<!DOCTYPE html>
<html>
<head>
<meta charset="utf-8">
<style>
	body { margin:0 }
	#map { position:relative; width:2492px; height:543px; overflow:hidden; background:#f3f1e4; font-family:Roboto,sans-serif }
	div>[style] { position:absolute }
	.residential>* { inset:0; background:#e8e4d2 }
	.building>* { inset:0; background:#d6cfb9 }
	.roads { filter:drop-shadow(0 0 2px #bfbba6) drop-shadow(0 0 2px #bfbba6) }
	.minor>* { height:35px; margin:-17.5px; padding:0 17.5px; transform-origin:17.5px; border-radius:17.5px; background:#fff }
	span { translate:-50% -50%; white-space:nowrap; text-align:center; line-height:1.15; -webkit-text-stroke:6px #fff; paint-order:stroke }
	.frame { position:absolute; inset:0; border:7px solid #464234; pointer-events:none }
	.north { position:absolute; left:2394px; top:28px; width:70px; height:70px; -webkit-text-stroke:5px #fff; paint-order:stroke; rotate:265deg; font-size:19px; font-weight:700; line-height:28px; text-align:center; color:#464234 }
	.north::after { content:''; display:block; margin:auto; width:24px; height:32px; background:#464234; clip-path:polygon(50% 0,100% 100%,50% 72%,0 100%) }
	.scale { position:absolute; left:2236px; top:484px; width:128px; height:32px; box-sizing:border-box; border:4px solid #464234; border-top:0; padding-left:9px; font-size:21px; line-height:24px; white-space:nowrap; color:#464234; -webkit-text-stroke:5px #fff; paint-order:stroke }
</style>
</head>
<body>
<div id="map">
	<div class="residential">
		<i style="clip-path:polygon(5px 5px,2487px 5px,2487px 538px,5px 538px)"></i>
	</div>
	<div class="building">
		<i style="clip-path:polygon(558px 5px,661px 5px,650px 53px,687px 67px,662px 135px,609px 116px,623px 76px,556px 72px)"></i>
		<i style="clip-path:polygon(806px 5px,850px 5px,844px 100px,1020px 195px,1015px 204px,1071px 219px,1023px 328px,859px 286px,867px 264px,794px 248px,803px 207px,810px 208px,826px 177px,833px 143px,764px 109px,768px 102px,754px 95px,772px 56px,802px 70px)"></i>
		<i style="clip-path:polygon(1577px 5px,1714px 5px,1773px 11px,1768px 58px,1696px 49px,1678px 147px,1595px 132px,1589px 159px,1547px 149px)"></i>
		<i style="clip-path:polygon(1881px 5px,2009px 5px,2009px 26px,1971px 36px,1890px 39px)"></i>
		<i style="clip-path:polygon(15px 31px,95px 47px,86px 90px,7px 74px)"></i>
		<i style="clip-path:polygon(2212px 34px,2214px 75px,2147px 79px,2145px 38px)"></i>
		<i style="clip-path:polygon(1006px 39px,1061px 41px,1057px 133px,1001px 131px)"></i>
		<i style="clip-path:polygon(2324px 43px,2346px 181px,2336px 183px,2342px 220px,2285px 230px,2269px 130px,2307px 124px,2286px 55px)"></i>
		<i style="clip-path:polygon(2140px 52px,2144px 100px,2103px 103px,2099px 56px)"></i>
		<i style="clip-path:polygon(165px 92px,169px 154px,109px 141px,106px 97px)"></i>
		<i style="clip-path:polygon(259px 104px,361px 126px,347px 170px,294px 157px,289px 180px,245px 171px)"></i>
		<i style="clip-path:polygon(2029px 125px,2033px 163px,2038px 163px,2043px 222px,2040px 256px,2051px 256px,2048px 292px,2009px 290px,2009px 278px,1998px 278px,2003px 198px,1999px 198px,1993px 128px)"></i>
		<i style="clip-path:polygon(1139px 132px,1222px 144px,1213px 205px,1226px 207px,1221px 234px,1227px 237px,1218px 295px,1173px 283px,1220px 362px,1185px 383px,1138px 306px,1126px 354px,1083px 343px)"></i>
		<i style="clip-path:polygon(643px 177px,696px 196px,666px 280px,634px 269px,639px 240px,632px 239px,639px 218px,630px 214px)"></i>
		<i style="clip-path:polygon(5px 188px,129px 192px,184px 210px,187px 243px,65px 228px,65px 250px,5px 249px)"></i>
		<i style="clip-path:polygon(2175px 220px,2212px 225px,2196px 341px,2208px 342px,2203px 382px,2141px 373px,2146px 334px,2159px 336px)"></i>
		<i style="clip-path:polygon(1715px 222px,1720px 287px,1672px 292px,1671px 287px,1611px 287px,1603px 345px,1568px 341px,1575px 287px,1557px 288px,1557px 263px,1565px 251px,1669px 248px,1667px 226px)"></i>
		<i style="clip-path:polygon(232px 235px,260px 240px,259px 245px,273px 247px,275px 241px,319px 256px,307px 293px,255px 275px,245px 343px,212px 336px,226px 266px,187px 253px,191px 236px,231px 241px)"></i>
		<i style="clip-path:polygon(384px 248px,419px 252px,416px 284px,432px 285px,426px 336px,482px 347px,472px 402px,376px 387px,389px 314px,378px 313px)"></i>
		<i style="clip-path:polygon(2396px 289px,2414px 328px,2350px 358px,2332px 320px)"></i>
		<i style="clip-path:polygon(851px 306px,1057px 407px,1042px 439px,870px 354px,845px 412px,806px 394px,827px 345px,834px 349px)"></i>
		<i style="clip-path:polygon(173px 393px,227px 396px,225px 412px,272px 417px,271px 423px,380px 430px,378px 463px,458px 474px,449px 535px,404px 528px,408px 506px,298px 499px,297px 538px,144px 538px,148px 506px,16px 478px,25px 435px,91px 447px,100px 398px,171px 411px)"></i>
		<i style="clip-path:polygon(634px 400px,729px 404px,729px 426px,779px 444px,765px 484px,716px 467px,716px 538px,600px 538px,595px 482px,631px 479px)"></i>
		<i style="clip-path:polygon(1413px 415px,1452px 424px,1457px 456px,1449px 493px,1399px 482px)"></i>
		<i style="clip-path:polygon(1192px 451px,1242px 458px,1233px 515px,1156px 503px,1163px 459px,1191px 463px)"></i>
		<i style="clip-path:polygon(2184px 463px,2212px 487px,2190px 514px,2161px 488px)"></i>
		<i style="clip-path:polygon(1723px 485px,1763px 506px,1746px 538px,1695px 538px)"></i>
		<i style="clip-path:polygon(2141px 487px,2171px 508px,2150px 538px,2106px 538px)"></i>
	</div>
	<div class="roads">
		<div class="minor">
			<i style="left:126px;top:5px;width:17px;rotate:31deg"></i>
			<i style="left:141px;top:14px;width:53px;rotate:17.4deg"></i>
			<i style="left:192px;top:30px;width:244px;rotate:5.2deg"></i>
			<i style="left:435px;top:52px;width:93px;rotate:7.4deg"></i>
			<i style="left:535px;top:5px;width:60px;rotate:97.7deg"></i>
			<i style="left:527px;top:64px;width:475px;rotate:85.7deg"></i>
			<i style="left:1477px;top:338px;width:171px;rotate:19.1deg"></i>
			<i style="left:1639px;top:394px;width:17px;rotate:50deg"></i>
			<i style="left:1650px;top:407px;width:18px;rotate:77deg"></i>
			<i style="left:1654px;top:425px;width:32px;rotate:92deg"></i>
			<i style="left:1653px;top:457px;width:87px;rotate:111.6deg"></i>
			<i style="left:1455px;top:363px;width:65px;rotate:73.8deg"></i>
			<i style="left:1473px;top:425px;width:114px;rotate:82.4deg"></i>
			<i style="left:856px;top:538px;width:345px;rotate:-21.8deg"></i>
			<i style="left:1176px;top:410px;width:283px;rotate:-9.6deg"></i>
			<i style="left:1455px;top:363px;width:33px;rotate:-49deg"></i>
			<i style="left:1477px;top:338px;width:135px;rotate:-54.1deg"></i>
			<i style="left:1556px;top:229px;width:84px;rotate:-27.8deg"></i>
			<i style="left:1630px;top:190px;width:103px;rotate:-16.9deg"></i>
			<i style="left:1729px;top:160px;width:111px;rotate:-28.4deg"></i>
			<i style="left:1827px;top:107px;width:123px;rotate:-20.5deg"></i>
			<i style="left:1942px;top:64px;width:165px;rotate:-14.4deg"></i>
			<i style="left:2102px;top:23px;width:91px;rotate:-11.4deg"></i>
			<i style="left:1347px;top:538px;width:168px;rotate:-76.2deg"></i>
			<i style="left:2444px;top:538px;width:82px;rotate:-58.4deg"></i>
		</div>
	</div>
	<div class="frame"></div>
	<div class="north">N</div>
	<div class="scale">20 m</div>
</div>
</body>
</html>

### Work order
Given the records above, return exactly the lines starting at the line containing "height:35px; margin:-17.5px; padding:0" and ending at the line containing "position:absolute; left:2394px; top:28px;", including both.

### Output for this exercise
	.minor>* { height:35px; margin:-17.5px; padding:0 17.5px; transform-origin:17.5px; border-radius:17.5px; background:#fff }
	span { translate:-50% -50%; white-space:nowrap; text-align:center; line-height:1.15; -webkit-text-stroke:6px #fff; paint-order:stroke }
	.frame { position:absolute; inset:0; border:7px solid #464234; pointer-events:none }
	.north { position:absolute; left:2394px; top:28px; width:70px; height:70px; -webkit-text-stroke:5px #fff; paint-order:stroke; rotate:265deg; font-size:19px; font-weight:700; line-height:28px; text-align:center; color:#464234 }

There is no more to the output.